Many people don’t realise the impact of pesticides. I even read a story of someone who bought lawn/grass rolls for inside the chicken run to please the chickens. The trouble with these poisons is that it gives no immediate reaction but it damages health in the long term.
It's not just chemicals that can come into the garden in/on potted plants; they can introduce non-native fungi (and other microbiota, like nematodes) into the ground where they're planted too. Short but sweet student paper on this here
https://medium.com/student-conserva...e-and-nonnative-invasive-species-542ce2fcf2ad
 
To bring the thread back on track, and in particular remind readers that ultra processed foods are associated with poor health outcomes, some more little quote and examples from Spector:

p.27 changing the matrix of the nuts, from whole almonds to powdered almonds, for example, by crushing and destroying their structure, changes both the blood lipid levels and energy levels six hours after eating from the same amount of whole almonds… this shows how the different forms in which they are eaten have crucial health consequences but aren’t reflected in their calories or fat levels... p.32 eat foods in their whole, natural form to maintain the optimal matrix... p.59 In a traditional market we can see, smell and touch the food itself instead of having to trust the labels on the packet.
I've been reading this thread yesterday and today. I find it interesting and thought provoking. I don't find the "off topic" annoying. I rather like them. But it's just me.

But I just have to laugh out loud now because this is like the 7th time you say "to bring the thread back on track".:lau:lau
 
Research published just yesterday (having been conducted over 184 countries over 28 years) links Type 2 diabetes with 3 dietary issues:
1. insufficient whole grain consumption
2. excess refined rice and wheat consumption, and
3. excess processed meat consumption.

https://www.nature.com/articles/s41591-023-02278-8

It is not just a matter of what we eat (or feed our chickens) but how processed, or not, that food (or feed) is.
Oh snap.
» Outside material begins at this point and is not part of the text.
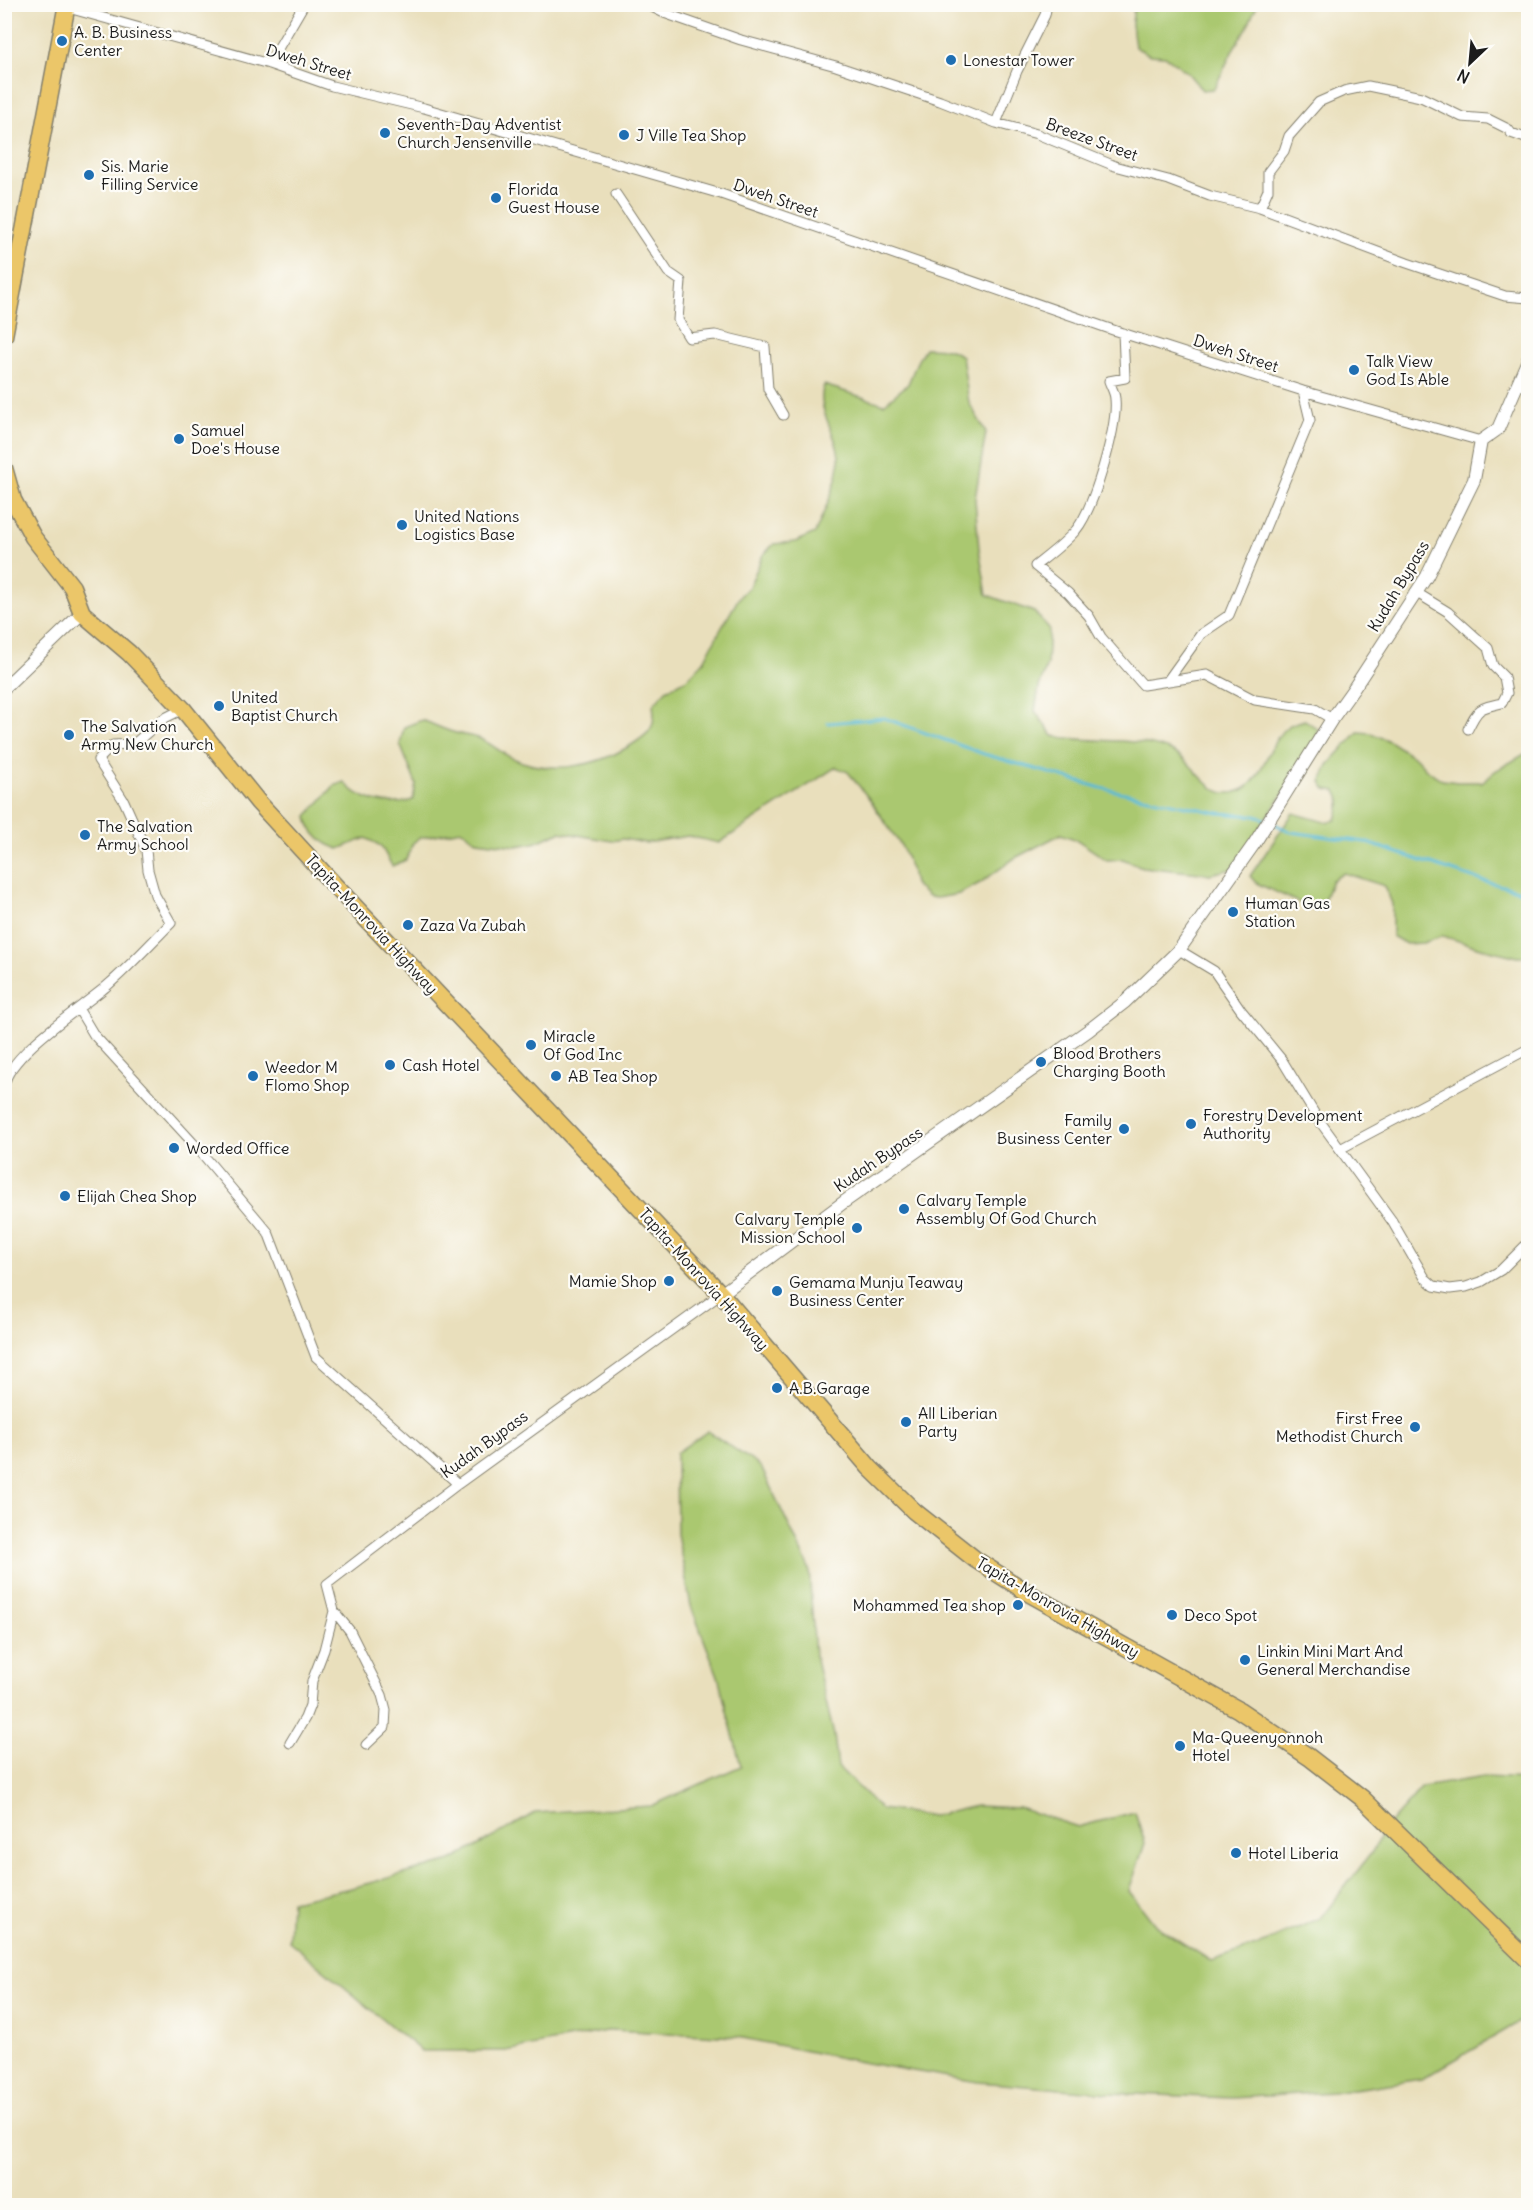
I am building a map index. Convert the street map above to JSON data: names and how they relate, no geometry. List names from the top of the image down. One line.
{"streets":{"highway":["Tapita-Monrovia Highway"],"street":["Dweh Street","Breeze Street","Kudah Bypass"]},"crossings":[["Dweh Street","Kudah Bypass"],["Kudah Bypass","Tapita-Monrovia Highway"]],"places":["A. B. Business Center","Lonestar Tower","Seventh-Day Adventist Church Jensenville","J Ville Tea Shop","Sis. Marie Filling Service","Florida Guest House","Talk View God Is Able","Samuel Doe's House","United Nations Logistics Base","United Baptist Church","The Salvation Army New Church","The Salvation Army School","Human Gas Station","Zaza Va Zubah","Miracle Of God Inc","Blood Brothers Charging Booth","Cash Hotel","Weedor M Flomo Shop","AB Tea Shop","Forestry Development Authority","Family Business Center","Worded Office","Elijah Chea Shop","Calvary Temple Assembly Of God Church","Calvary Temple Mission School","Mamie Shop","Gemama Munju Teaway Business Center","A.B.Garage","All Liberian Party","First Free Methodist Church","Mohammed Tea shop","Deco Spot","Linkin Mini Mart And General Merchandise","Ma-Queenyonnoh Hotel","Hotel Liberia"],"north":"bottom left"}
I love my white rice, guess I will work on adding more whole grains... :confused:
 
I don't find the "off topic" annoying. I rather like them.
I don't mind 'off topic' if it's related and has some substance.

But I find idle chatter as rude here as in the cinema or theatre, and I try to shut down ignorant or unsubstantiated assertion, because both put other people off - people who come here for information and advice, and who give up on a thread because they get fed up of the dross - as Shadrach did (and then said he came to regret it because he missed some good stuff!). Real contributions develop the readers' knowledge and understanding, and provide more useful information or anecdotal evidence. So I think there is value in trying to keep it focussed, even if it sometimes requires more patience than I possess :p

I'm glad you're finding it interesting and thought-provoking.
 
Oh snap. I love my white rice, guess I will work on adding more whole grains... :confused:
What is true for most people doesnt apply to everyone.

Some of the general advice is certainly not working and not healthy for everyone. But in research this ‘groups’ or rather individuals are often expelled and are not seen in the outcomes, and not listened to by the general health services.

Would be interesting to know how many people (mice, investigations) are expelled because of outcomes that aren’t scientifically valuable.

I know for certain that research that gives unwanted outcomes goes too often in the garbage because the industry that paid for it, doesn’t want to go pjblic with it.